■ **Items from a data source**
==========
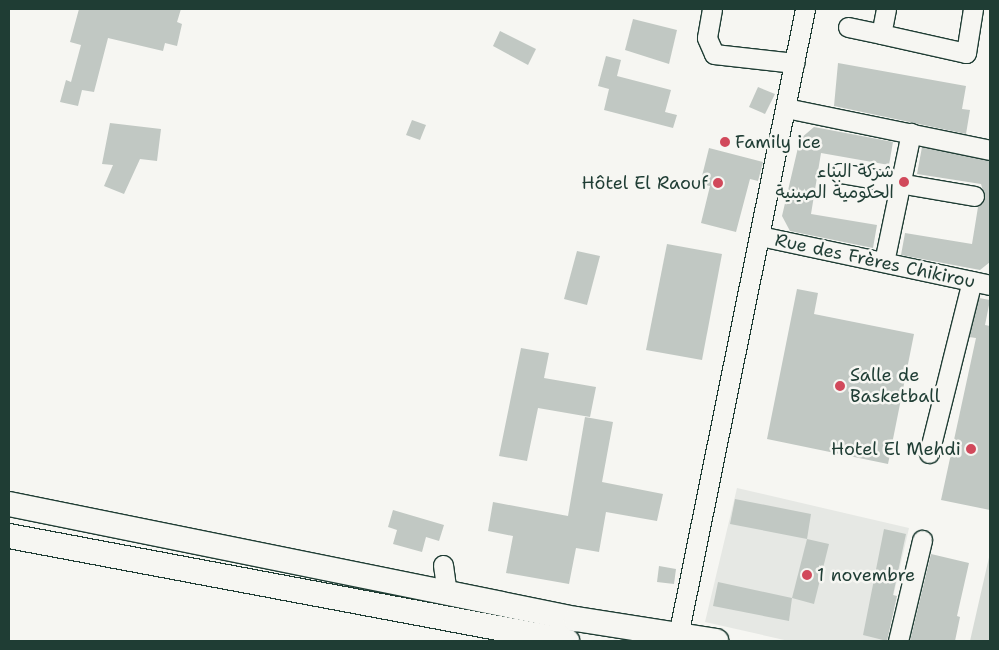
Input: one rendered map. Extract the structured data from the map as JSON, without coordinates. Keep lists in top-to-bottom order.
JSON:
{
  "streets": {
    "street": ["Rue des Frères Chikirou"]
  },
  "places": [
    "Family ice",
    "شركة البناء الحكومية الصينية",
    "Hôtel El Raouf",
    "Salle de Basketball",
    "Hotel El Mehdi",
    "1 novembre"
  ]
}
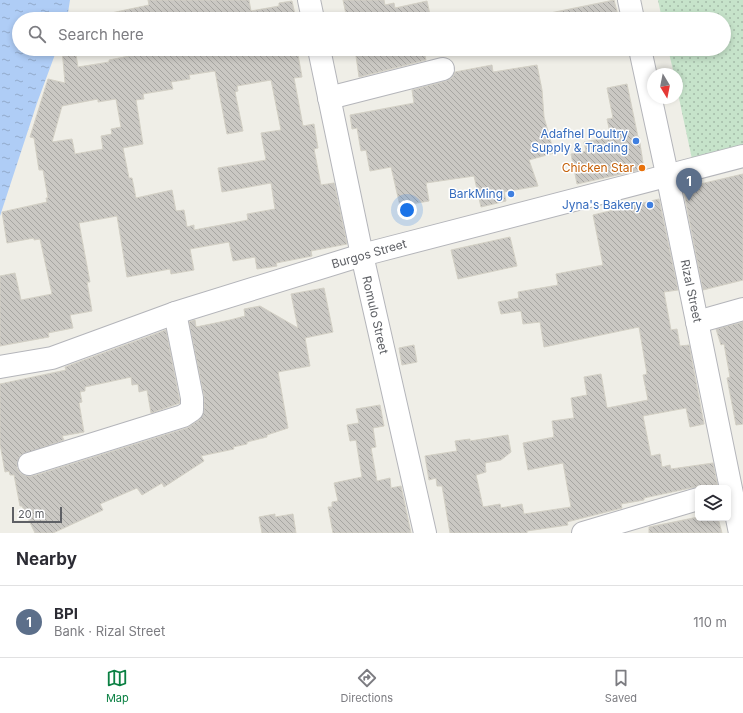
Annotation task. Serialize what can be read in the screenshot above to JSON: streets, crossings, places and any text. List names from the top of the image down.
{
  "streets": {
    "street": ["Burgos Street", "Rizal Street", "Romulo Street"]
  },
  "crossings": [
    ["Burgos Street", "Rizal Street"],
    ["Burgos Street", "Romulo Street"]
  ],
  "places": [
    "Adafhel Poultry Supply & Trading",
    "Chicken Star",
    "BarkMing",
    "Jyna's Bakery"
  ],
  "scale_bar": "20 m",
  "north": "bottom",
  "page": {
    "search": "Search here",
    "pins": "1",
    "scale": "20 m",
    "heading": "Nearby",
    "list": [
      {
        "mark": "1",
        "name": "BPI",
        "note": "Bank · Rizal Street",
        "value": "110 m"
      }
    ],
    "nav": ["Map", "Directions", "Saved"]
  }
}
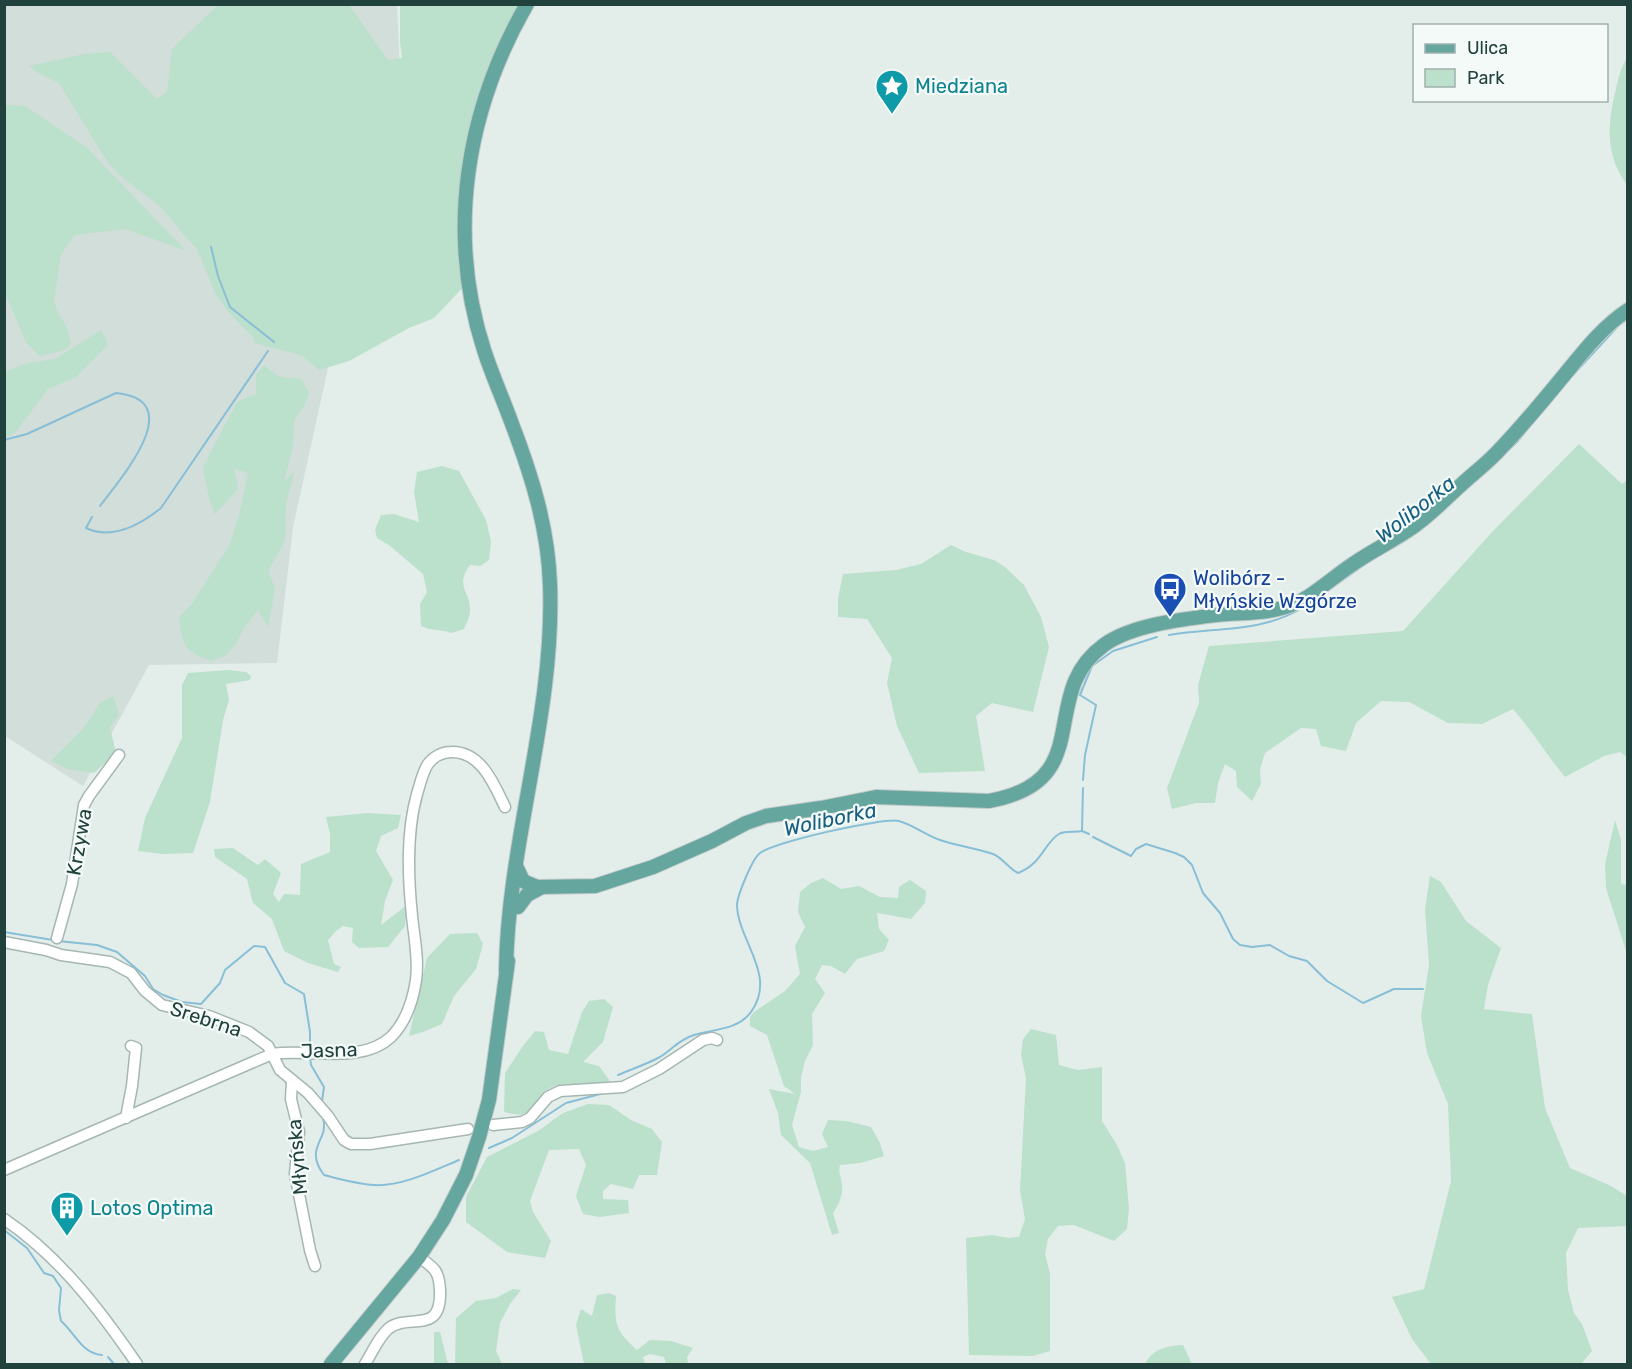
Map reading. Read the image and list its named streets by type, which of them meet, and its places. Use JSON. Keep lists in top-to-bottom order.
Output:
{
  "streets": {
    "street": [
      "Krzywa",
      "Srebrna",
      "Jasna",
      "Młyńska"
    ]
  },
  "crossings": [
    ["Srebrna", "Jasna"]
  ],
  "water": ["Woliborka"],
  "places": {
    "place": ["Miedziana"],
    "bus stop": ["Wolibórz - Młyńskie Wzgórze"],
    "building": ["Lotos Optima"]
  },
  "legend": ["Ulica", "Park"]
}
==========
■ **Exercise prompt**
The images are to be left out; every line above should be set down exactly.

■ **Result**
Input: one rendered map. Extract the structured data from the map as JSON, without coordinates. Keep lists in top-to-bottom order.
JSON:
{
  "streets": {
    "street": ["Rue des Frères Chikirou"]
  },
  "places": [
    "Family ice",
    "شركة البناء الحكومية الصينية",
    "Hôtel El Raouf",
    "Salle de Basketball",
    "Hotel El Mehdi",
    "1 novembre"
  ]
}
Annotation task. Serialize what can be read in the screenshot above to JSON: streets, crossings, places and any text. List names from the top of the image down.
{
  "streets": {
    "street": ["Burgos Street", "Rizal Street", "Romulo Street"]
  },
  "crossings": [
    ["Burgos Street", "Rizal Street"],
    ["Burgos Street", "Romulo Street"]
  ],
  "places": [
    "Adafhel Poultry Supply & Trading",
    "Chicken Star",
    "BarkMing",
    "Jyna's Bakery"
  ],
  "scale_bar": "20 m",
  "north": "bottom",
  "page": {
    "search": "Search here",
    "pins": "1",
    "scale": "20 m",
    "heading": "Nearby",
    "list": [
      {
        "mark": "1",
        "name": "BPI",
        "note": "Bank · Rizal Street",
        "value": "110 m"
      }
    ],
    "nav": ["Map", "Directions", "Saved"]
  }
}
Map reading. Read the image and list its named streets by type, which of them meet, and its places. Use JSON. Keep lists in top-to-bottom order.
Output:
{
  "streets": {
    "street": [
      "Krzywa",
      "Srebrna",
      "Jasna",
      "Młyńska"
    ]
  },
  "crossings": [
    ["Srebrna", "Jasna"]
  ],
  "water": ["Woliborka"],
  "places": {
    "place": ["Miedziana"],
    "bus stop": ["Wolibórz - Młyńskie Wzgórze"],
    "building": ["Lotos Optima"]
  },
  "legend": ["Ulica", "Park"]
}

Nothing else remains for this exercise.